Muslim woman's property rights after divorce
After the divorce, the woman will be entitled to all rights to deferred Mehr if she has any.

According to Section 125 of the CrPC, a divorced woman with a minor child may petition her ex-husband for maintenance until she marries again.

The Supreme Court ruled in the well-known Shah Bano case that in the event of a divorce, it is the husband's duty to provide for his former wife's maintenance even after their separation.

What are the property rights of a mother in Islam
A Muslim mother has the right to inherit from her independent offspring. If her son (deceased) is also a father, she is entitled to inherit one-sixth of the estate of her deceased kid. She would receive the third portion if she didn't have any grandchildren.

Also, if a mother inherits property from any relative, she takes full ownership of her portion and is free to do with it as she pleases. If her spouse is the only heir, she may leave two-thirds of her estate in her will, but she may not give away more than one-third of it.

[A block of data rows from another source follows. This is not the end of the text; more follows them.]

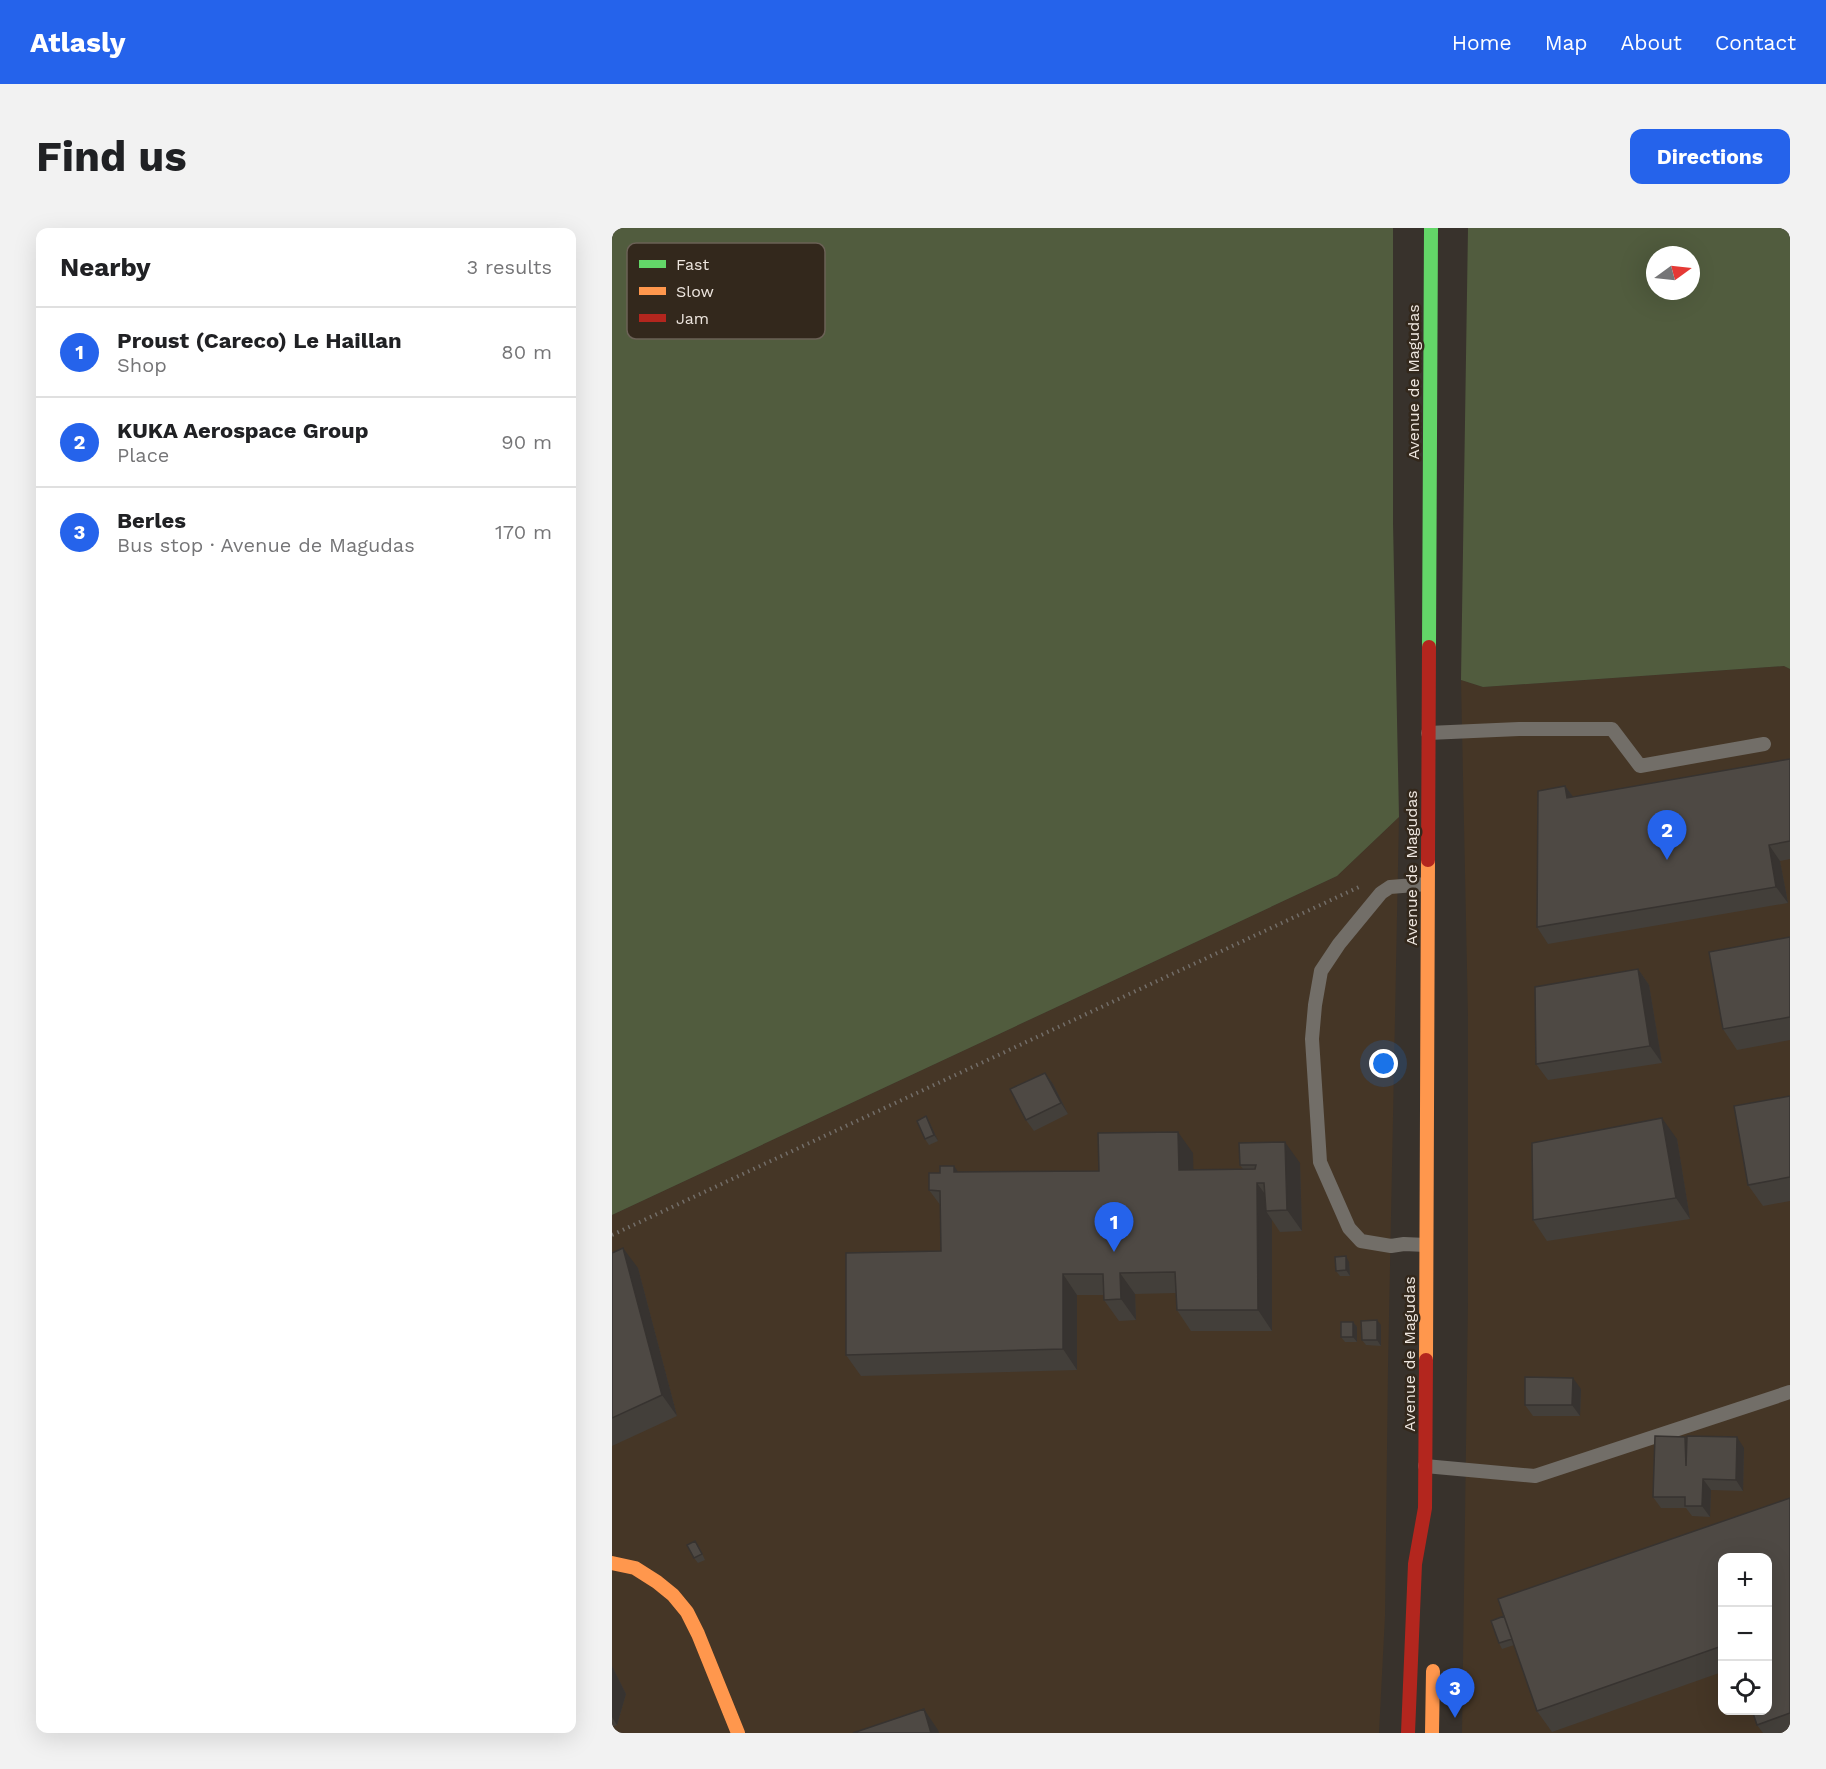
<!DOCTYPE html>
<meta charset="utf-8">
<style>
:root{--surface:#fff;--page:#f2f2f2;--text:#202124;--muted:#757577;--line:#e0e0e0;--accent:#2563eb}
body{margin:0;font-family:"Work Sans",sans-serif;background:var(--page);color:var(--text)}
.controls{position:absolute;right:18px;bottom:18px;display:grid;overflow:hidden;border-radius:12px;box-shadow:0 6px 24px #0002}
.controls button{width:54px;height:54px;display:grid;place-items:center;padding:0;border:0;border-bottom:2px solid var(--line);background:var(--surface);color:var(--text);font:30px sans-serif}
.compass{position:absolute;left:1034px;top:18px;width:54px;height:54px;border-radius:50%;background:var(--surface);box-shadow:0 6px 24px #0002;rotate:75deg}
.you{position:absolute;left:772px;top:836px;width:21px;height:21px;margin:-15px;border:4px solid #fff;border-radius:50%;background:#1a73e8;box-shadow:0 0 0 9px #1a73e833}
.badge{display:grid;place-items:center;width:39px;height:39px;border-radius:50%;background:var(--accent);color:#fff;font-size:20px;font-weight:700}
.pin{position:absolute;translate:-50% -50px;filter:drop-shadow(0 2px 3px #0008)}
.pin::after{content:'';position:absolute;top:32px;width:21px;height:18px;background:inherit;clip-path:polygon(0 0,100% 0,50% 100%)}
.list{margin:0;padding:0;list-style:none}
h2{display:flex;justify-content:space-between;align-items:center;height:78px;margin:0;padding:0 24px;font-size:26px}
h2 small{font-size:20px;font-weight:400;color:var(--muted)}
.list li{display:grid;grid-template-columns:39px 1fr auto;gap:18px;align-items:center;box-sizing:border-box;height:90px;padding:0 24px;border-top:2px solid var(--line)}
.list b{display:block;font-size:22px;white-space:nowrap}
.list p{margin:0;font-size:20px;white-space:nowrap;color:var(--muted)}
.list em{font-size:20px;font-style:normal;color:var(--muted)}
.icon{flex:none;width:33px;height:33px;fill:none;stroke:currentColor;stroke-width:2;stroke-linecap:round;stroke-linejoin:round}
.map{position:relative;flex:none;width:1178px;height:1505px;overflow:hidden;border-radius:12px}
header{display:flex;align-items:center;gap:36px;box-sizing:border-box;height:84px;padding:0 30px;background:var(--accent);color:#fff}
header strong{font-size:28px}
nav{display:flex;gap:33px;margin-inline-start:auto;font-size:21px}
.intro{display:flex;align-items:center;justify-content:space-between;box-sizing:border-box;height:144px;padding:0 36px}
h1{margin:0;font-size:42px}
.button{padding:15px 27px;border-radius:12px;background:var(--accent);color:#fff;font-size:21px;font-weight:700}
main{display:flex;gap:36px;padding:0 36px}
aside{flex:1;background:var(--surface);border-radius:12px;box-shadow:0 6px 24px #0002}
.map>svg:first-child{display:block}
.built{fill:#453626;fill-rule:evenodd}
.green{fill:#515c3e;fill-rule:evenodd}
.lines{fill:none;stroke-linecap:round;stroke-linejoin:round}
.path{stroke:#736e69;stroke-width:4;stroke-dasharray:1.5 4.5;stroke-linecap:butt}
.lane{stroke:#726e68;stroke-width:14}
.fast{stroke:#63d668;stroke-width:14}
.slow{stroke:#ff974d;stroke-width:14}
.jam{stroke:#b3261e;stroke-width:14}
.wall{fill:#433f3a}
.shaded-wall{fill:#373330}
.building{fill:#4e4944;stroke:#373330;stroke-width:1.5}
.labels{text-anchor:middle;stroke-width:5;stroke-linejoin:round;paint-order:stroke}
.street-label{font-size:16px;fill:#eee6df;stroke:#33281c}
.key{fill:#33281c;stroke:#6b6156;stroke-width:1.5}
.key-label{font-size:16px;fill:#eee6df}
</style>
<header>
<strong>Atlasly</strong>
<nav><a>Home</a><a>Map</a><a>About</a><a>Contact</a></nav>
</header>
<div class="intro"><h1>Find us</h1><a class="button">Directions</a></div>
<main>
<aside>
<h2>Nearby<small>3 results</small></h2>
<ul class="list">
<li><span class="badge">1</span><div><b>Proust (Careco) Le Haillan</b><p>Shop</p></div><em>80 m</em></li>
<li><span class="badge">2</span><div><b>KUKA Aerospace Group</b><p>Place</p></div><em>90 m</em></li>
<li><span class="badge">3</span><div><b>Berles</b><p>Bus stop · Avenue de Magudas</p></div><em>170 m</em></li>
</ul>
</aside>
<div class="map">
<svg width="1178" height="1505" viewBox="0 0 1178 1505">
<rect width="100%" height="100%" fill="#38322c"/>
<!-- built -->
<path class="built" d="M1172,438l6,3v1064h-328l6,-430v-287l-7,-336 22,7zM1110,1330h46v152h-46z
M787,589l-11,550 -3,249 -6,117h-767v-518l725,-339z"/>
<!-- green -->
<path class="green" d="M0,0h781v295l6,294 -62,59 -725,339z
M856,0h322v441l-6,-3 -301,21 -22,-7zM1043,27h36v36h-36z"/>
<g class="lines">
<!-- path -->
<path class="path" d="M0,1007l747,-348"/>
<!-- lane -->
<path class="lane" d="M816,505l91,-4h93l28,37 124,-22
M814,1017l-22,-1 -13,2 -30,-5 -12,-13 -29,-66 -8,-123 3,-34 6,-34 18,-27 42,-51 9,-6 37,-3
M813,1238l110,10 255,-84"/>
<!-- fast -->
<path class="fast" d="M817,419l2,-419"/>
<!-- slow -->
<path class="slow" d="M814,1132l2,-500
M0,1335l23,5 22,14 16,13 14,17 11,22 40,99
M820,1505l1,-62"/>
<!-- jam -->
<path class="jam" d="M816,632l1,-213
M796,1505l7,-169 10,-56 1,-148"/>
</g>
<!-- wall -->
<path class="wall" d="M1178,531v100l-10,2 8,42 -240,41 -11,-17 28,-141 8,11z
M1178,709v103l-53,10 -14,-21z
M1026,741l11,16 13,78 -114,17 -12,-16z
M433,845l8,11 15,30 -34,17 -8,-11z
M1178,868v105l-27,5 -15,-21z
M317,893l9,20 -9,4 -4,-6z
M1065,911l13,80 -143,22 -14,-21z
M581,925v17l50,-1 -3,-4 60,-2 2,68 -22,1 -8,-12v111h-81l-14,-21 -1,-17 -41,1 1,26 -17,1 -15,-21v-5h-27v75l-216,6 -15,-21 95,-104v-45l-12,-16 30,-18 140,-1z
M0,1025l26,15 39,148 -65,30z
M737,1034l1,14h-10l-4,-5z
M741,1094l4,5v15h-12l-4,-5z
M769,1097v21l-15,-1 -4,-5z
M969,1161l-1,27h-47l-8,-11z
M1073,1209l2,2 57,9 -1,43 -32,-1 -1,27 -18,-1 -6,-8h-25l-8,-11z
M1178,1270v235h-27l-6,-8 -35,-168v115l-170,60 -15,-21 -23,-66 -12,4 -3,-6 5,-27z
M83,1313l4,6 6,13 -7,3 -4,-5z
M0,1438l14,28 -9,31 -5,2z"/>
<!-- shaded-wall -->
<path class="shaded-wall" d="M953,558l12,16 -10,-4z
M1157,617l11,16 8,42 -12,-16z
M1026,741l11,16 13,78 -12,-17z
M433,845l8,11 15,30 -7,-11z
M314,888l3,5 9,20 -4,-6z
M1050,890l15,21 13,80 -14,-21z
M566,904l15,21 1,38 -15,-21z
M673,914l15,21 2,68 -15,-21z
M342,938l15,21 -15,-15z
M645,955l15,21 -6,7 6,9v111l-14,-21z
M11,1020l15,20 39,148 -15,-21z
M734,1028l3,6 1,14 -4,-6z
M508,1045l15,21 1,26 -15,-21z
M451,1046l14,21v75l-14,-21z
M765,1092l4,5v21l-4,-6z
M741,1094l4,5v15l-4,-5z
M961,1150l8,11 -1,27 -8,-11z
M1125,1209l7,11 -1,43 -7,-11z
M1091,1251l8,11 -1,27 -8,-11z
M0,1438l14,28 -9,31 -5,-8z
M312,1481l14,21 1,3h-8z"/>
<!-- building -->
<path class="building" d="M1178,531v82l-21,4 7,42 -239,40 1,-136 27,-5 2,12z
M1178,709v80l-67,12 -14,-77z
M1026,741l12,77 -114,18 -1,-77z
M433,845l16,30 -35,17 -16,-31z
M1178,868v81l-42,8 -14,-79z
M314,888l8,19 -9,4 -8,-18z
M1050,890l14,80 -143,22 -1,-77z
M566,904l1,38 76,-1 1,-4h-16l-1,-22 46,-1 2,68 -21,1 -2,-28h-7l1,127h-81l-2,-38 -55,1 1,26 -17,1 -1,-26h-40v75l-217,6v-102l95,-2 -1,-60 -11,-1v-17h11v-7h14v6l145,-1 -1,-38z
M11,1020l39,147 -50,23v-165z
M734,1028v14l-10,1 -1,-14z
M765,1092v20h-15l-1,-19z
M729,1094h12v15h-12z
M913,1149l48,1 -1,27h-47z
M1043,1208l30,1 1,29 1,-30 50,1 -1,43 -33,-1 -1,27h-17v-9h-32z
M1178,1270v215l-33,12 -5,-15h15v-153h-45v89l-185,65 -39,-112z
M83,1313l7,13 -8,4 -7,-13z
M892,1388l8,23 -13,4 -8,-22z
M312,1481l7,24h-78z"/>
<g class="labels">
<!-- street labels -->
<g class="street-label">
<text transform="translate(801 154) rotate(-90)" y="6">Avenue de Magudas</text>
<text transform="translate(799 640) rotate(-90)" y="6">Avenue de Magudas</text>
<text transform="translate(797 1126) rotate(-90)" y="6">Avenue de Magudas</text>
</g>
</g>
<!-- legend -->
<rect x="15" y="15" width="198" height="96" rx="9" class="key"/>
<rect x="27" y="32" width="27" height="8" fill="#63d668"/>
<rect x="27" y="59" width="27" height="8" fill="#ff974d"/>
<rect x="27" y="86" width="27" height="8" fill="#b3261e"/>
<g class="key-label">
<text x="64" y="42">Fast</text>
<text x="64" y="69">Slow</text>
<text x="64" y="96">Jam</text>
</g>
</svg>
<div class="controls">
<button>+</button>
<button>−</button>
<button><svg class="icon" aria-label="locate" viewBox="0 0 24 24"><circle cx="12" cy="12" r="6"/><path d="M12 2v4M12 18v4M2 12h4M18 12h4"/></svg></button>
</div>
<svg class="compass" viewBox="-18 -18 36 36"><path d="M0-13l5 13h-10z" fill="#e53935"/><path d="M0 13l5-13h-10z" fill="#757577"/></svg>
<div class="you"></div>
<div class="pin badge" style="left:502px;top:1024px">1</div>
<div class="pin badge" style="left:1055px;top:632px">2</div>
<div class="pin badge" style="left:843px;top:1490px">3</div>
</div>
</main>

While examining all of India's succession rules, it is evident that the country's legislators made an effort to uphold the rights of women. Whether a woman is a wife, mother, or daughter, she is legally entitled to receive a portion of the estate.

It is up to the women to be aware of their rights and act proactively in asserting them and claiming what is lawfully theirs, even if our legislation and judiciary have made it possible for women to claim their inheritance rights without being constrained by marriage and religion.

However, many women are still unaware of their rights and believe they have little control over their properties. The only tools available to women for combating any injustice meted out to her at home, at work, or in society are their awareness of their rights and the bravery to assert them.